Find the string "above" in the records. Copy each line that has it.

··· MATERIAL FOR THE TASK ···

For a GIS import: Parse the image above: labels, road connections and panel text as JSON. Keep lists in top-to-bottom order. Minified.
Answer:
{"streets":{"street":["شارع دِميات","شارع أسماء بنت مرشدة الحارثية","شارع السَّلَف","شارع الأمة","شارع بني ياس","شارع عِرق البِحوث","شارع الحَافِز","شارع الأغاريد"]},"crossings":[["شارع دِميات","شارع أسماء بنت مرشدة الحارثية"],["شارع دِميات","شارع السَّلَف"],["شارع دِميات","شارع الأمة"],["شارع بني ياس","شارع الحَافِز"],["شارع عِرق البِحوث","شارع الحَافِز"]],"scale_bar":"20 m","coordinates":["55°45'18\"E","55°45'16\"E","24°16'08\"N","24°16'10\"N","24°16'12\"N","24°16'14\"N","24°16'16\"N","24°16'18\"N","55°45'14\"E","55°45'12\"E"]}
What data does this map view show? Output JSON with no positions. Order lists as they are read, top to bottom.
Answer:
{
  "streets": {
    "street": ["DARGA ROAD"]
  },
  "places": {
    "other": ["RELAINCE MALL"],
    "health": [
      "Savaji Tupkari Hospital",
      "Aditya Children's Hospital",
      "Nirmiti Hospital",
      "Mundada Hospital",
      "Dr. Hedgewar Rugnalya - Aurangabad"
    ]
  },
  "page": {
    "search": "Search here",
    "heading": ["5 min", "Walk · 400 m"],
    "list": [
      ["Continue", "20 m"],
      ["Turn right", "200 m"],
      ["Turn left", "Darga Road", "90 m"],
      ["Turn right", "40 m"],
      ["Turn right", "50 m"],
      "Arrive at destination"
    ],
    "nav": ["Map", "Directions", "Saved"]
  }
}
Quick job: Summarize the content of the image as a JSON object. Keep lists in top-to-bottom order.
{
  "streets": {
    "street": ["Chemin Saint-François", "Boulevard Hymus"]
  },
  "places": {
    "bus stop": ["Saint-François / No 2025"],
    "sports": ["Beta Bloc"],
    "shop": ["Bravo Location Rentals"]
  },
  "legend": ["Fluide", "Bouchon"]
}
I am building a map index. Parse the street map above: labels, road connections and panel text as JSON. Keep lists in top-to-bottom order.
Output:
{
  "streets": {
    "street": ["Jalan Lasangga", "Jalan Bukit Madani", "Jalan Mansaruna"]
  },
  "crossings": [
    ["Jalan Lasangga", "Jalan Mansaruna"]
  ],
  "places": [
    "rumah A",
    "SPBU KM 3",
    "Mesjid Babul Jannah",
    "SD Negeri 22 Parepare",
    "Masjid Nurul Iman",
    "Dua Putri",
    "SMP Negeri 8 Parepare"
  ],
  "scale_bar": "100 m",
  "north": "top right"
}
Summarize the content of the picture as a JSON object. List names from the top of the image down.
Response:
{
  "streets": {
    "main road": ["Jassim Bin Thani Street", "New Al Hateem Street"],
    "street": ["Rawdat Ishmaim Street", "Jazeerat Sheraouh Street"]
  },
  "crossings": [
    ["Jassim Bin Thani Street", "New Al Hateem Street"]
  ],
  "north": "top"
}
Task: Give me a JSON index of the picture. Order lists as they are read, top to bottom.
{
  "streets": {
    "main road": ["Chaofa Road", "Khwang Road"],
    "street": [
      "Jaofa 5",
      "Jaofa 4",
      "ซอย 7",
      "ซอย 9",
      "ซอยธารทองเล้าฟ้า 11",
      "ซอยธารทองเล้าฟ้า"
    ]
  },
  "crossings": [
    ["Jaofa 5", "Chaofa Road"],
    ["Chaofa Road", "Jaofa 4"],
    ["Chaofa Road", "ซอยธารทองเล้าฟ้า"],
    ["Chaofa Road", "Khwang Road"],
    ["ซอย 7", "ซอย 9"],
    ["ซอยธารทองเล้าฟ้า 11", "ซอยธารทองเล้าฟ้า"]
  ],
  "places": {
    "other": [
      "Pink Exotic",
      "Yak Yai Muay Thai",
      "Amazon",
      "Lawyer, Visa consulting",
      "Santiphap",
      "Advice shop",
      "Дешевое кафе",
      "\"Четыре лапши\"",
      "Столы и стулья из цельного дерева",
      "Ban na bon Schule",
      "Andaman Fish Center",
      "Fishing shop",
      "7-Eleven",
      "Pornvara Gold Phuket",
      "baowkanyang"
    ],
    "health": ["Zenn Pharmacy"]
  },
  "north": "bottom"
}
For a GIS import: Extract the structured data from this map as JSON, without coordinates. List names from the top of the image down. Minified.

···

RESPONSE TO THE TASK
For a GIS import: Parse the image above: labels, road connections and panel text as JSON. Keep lists in top-to-bottom order. Minified.
I am building a map index. Parse the street map above: labels, road connections and panel text as JSON. Keep lists in top-to-bottom order.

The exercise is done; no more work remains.